■ HOW TO COMPLETE THIS TASK: Where a line of the data below has the string "they", copy that line.

── MATERIAL FOR THIS TASK ──

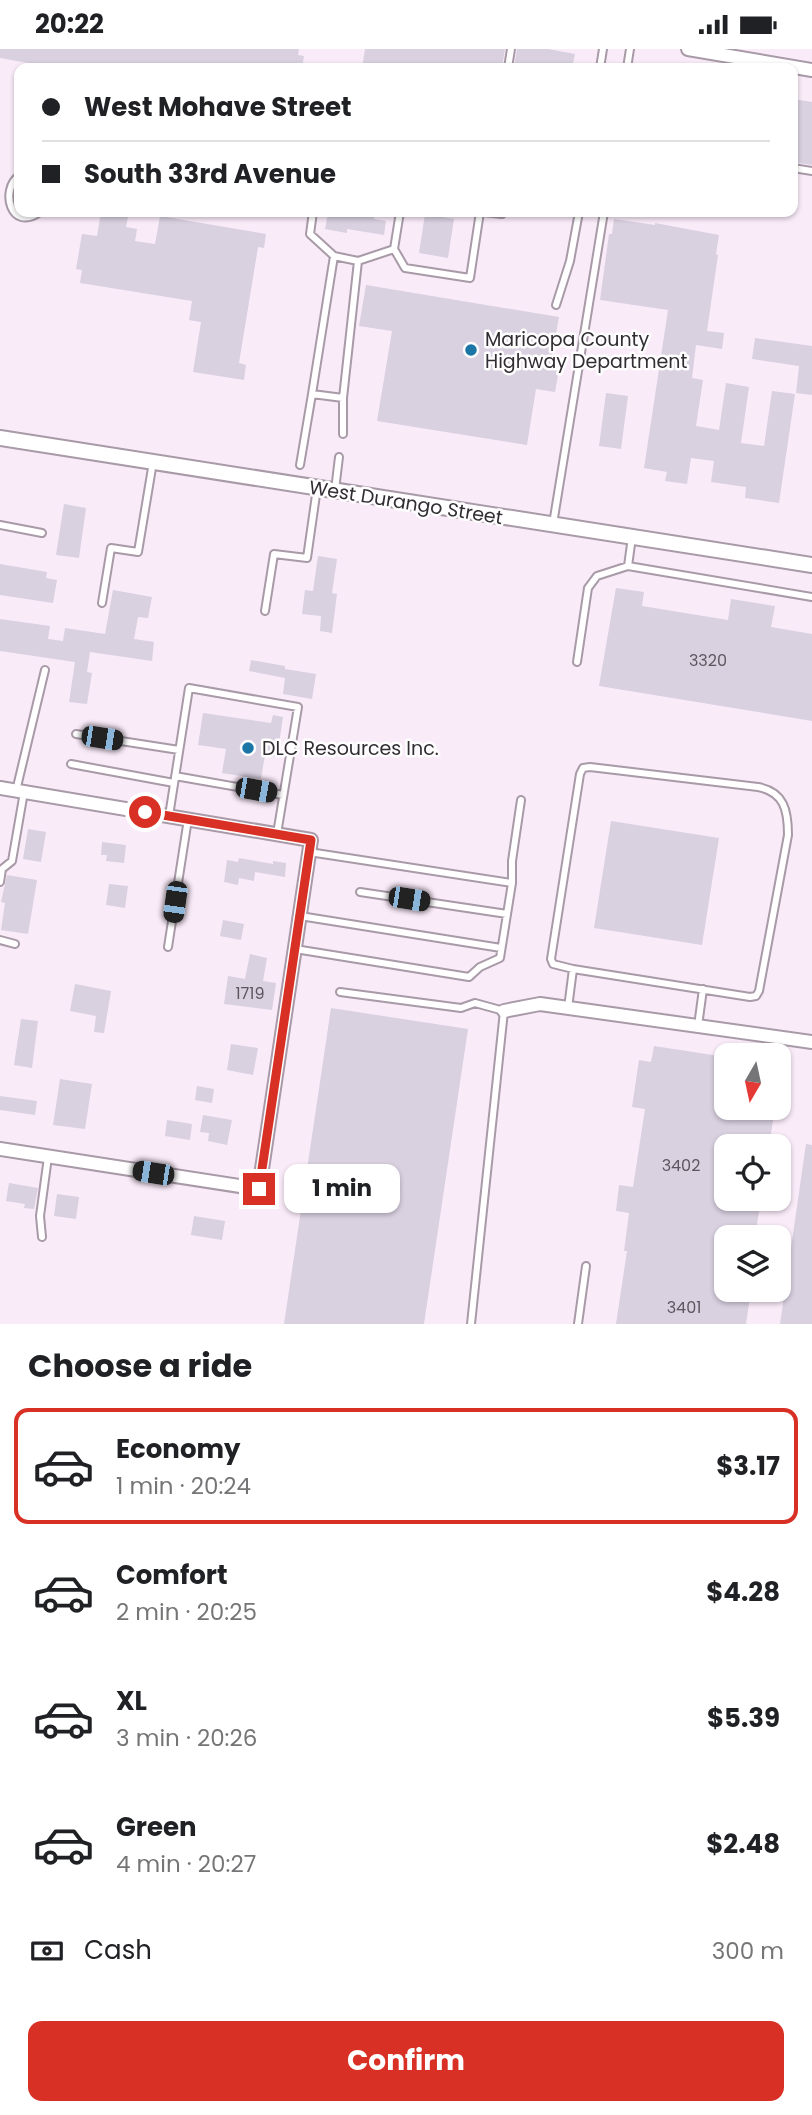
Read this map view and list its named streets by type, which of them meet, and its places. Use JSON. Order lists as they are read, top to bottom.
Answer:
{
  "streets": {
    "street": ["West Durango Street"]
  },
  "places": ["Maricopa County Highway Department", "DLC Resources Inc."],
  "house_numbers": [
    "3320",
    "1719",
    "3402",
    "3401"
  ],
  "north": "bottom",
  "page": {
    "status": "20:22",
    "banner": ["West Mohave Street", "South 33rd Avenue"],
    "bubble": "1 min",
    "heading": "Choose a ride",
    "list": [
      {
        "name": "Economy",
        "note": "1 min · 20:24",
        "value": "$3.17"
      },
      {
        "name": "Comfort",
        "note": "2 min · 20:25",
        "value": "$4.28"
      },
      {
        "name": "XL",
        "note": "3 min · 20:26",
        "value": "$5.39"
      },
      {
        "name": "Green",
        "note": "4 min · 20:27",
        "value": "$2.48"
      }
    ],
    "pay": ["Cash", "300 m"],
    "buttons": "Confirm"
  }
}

───
── MATERIAL FOR THIS TASK ──

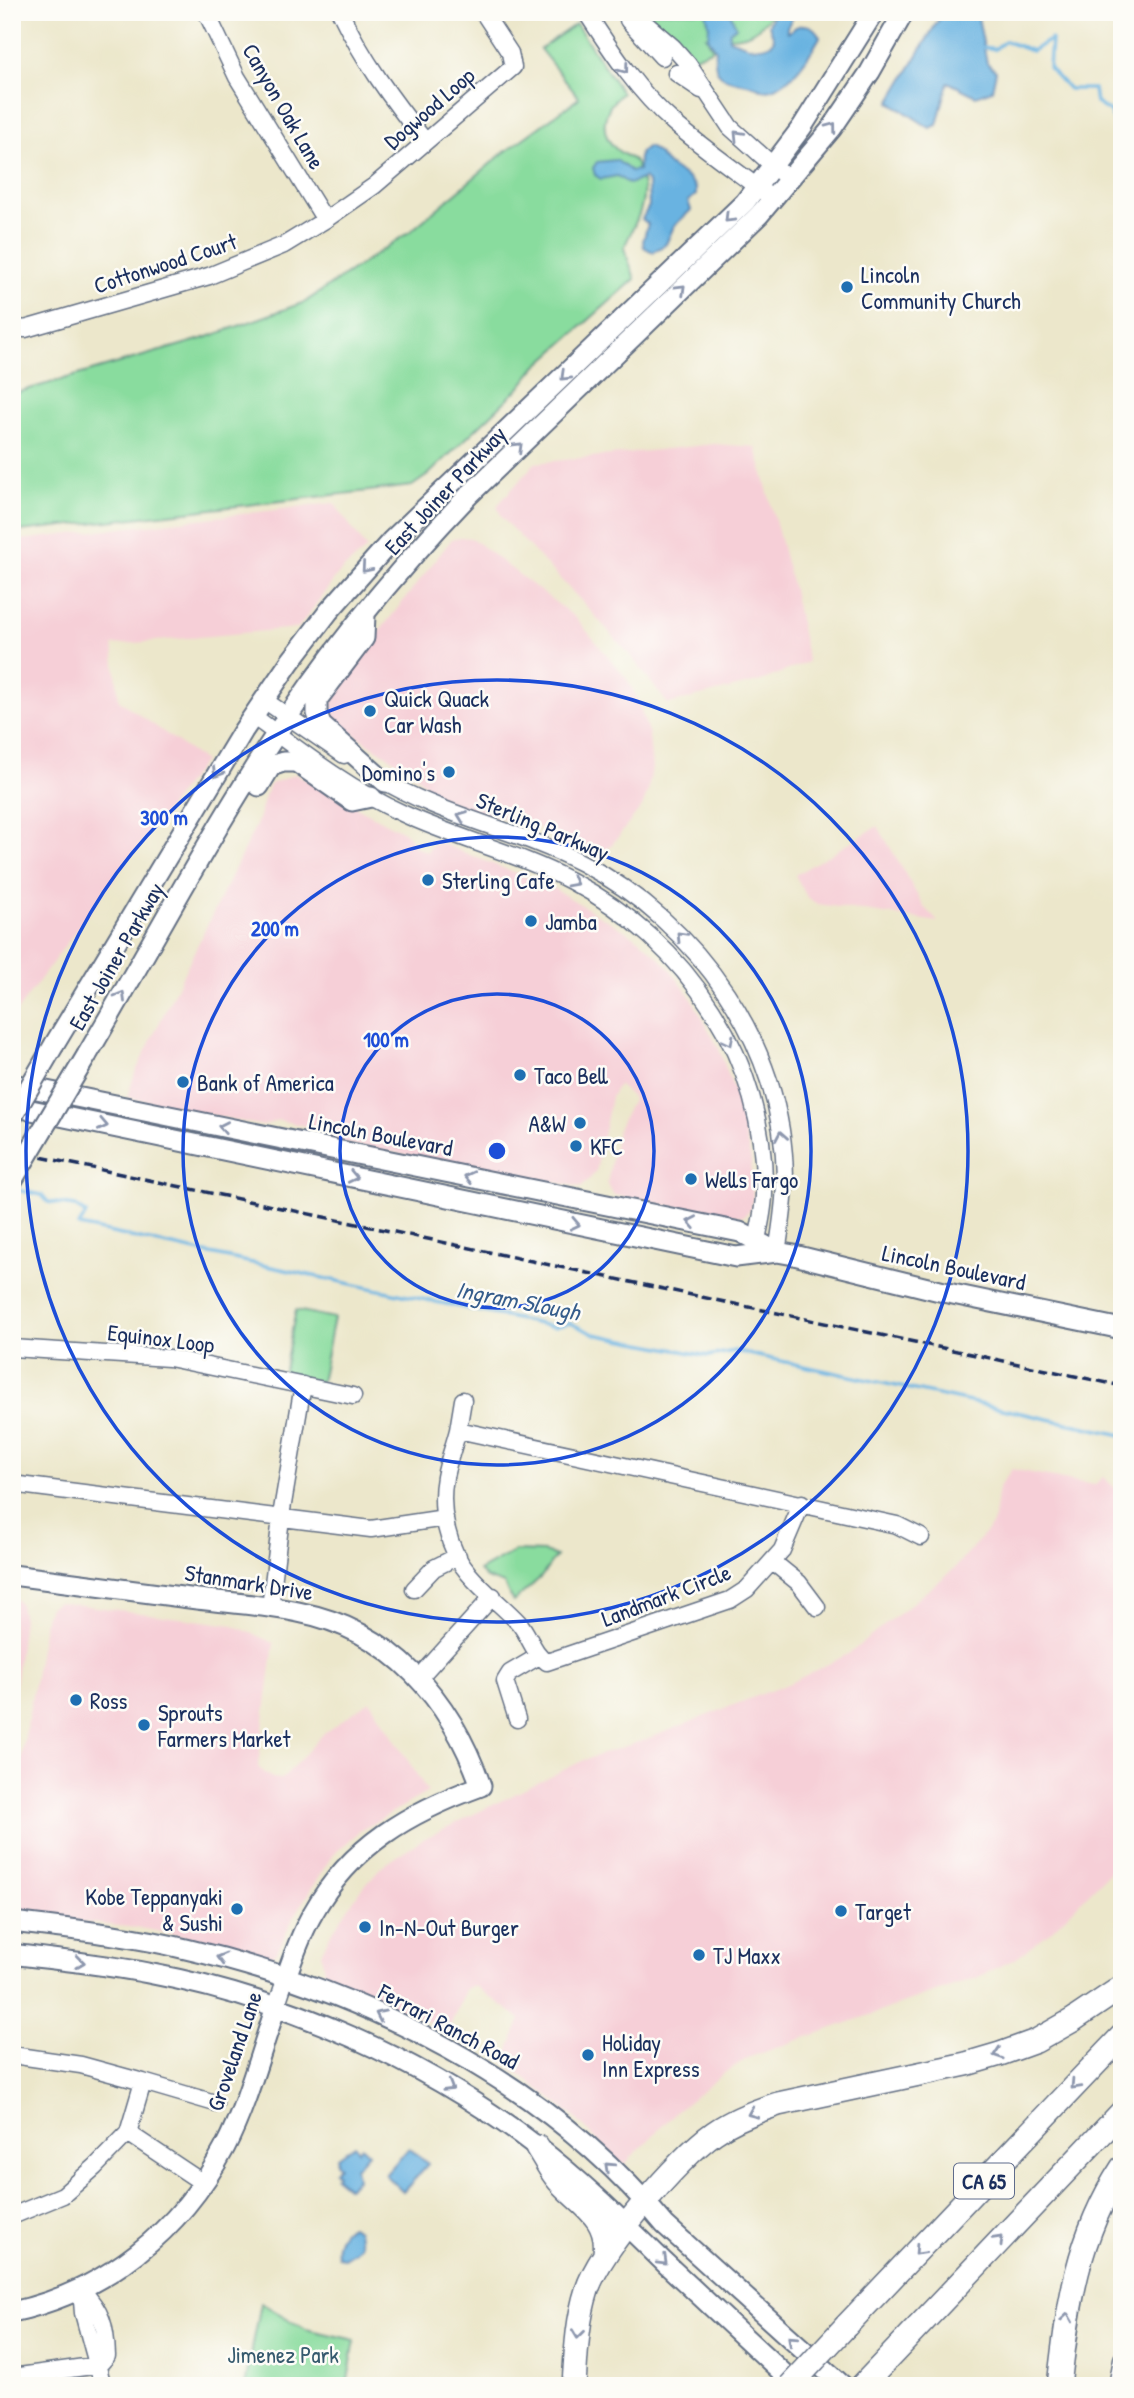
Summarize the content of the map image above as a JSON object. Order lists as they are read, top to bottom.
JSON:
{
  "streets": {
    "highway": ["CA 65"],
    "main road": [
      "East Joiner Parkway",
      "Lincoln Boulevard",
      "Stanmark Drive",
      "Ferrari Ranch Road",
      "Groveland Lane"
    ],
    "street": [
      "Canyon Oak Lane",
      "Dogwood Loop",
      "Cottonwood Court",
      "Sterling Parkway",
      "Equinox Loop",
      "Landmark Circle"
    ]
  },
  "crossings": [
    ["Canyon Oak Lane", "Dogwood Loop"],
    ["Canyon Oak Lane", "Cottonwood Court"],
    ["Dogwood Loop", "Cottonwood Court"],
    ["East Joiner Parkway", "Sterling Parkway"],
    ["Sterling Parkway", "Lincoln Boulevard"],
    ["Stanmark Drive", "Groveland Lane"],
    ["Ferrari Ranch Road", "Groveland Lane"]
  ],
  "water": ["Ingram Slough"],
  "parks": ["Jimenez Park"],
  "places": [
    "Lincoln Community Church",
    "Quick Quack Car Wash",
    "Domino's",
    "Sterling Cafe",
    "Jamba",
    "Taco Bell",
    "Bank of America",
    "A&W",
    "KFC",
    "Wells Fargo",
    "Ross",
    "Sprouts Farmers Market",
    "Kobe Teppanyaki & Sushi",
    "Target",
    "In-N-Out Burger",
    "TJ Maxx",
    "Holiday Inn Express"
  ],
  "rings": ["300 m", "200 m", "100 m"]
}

───
── MATERIAL FOR THIS TASK ──

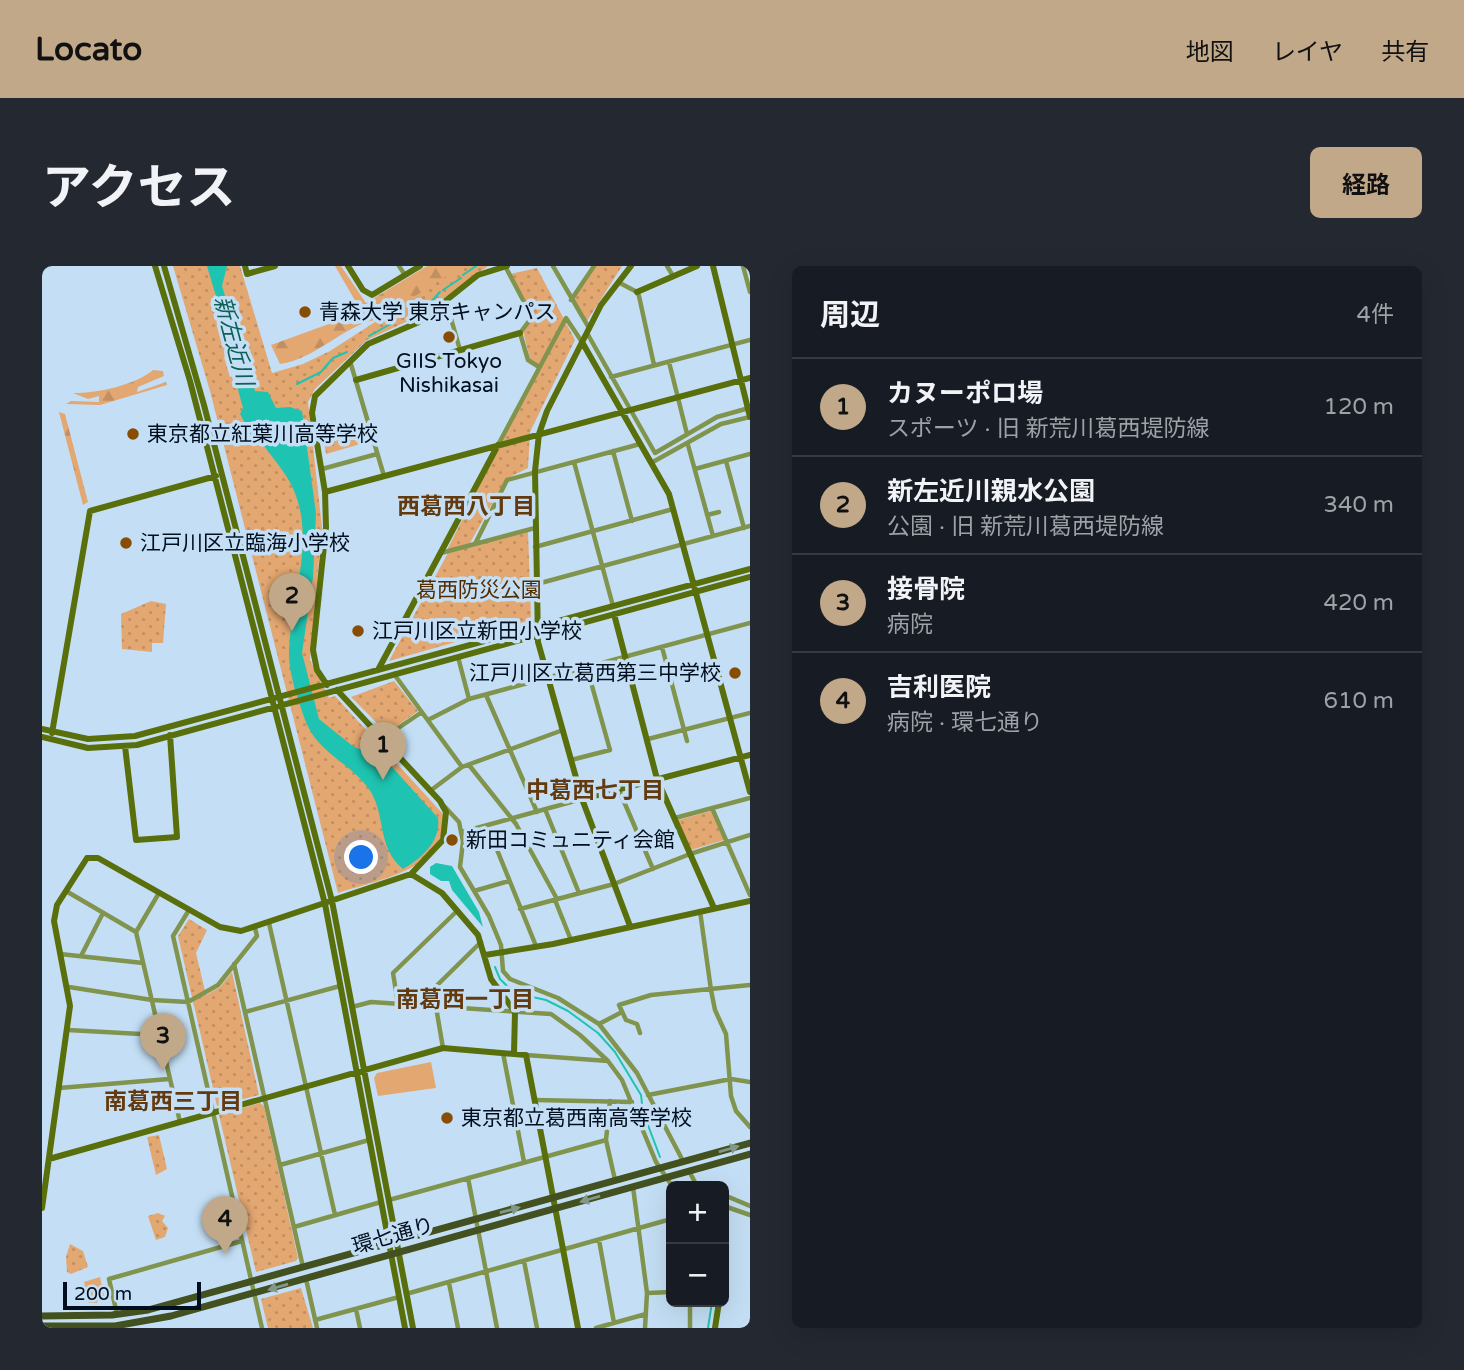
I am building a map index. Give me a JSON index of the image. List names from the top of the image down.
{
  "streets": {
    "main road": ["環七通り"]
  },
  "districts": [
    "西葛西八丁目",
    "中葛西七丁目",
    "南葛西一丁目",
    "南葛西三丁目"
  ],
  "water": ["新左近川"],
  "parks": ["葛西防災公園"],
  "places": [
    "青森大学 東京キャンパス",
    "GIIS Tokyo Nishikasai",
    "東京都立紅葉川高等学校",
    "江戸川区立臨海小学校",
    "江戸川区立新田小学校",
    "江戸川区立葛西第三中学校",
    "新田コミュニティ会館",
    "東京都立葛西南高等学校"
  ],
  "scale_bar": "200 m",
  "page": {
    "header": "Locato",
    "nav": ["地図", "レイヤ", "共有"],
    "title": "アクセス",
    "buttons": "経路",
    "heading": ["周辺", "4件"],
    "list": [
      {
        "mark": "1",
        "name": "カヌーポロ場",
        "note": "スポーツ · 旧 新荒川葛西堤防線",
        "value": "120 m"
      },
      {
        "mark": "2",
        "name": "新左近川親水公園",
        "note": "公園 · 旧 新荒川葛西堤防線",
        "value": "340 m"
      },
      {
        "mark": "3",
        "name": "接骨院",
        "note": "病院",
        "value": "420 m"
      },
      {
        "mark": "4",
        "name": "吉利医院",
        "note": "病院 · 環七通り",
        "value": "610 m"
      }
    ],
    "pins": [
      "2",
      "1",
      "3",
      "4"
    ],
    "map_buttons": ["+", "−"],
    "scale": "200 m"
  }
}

───

■ EXERCISE SOLUTION:
Read this map view and list its named streets by type, which of them meet, and its places. Use JSON. Order lists as they are read, top to bottom.
Summarize the content of the map image above as a JSON object. Order lists as they are read, top to bottom.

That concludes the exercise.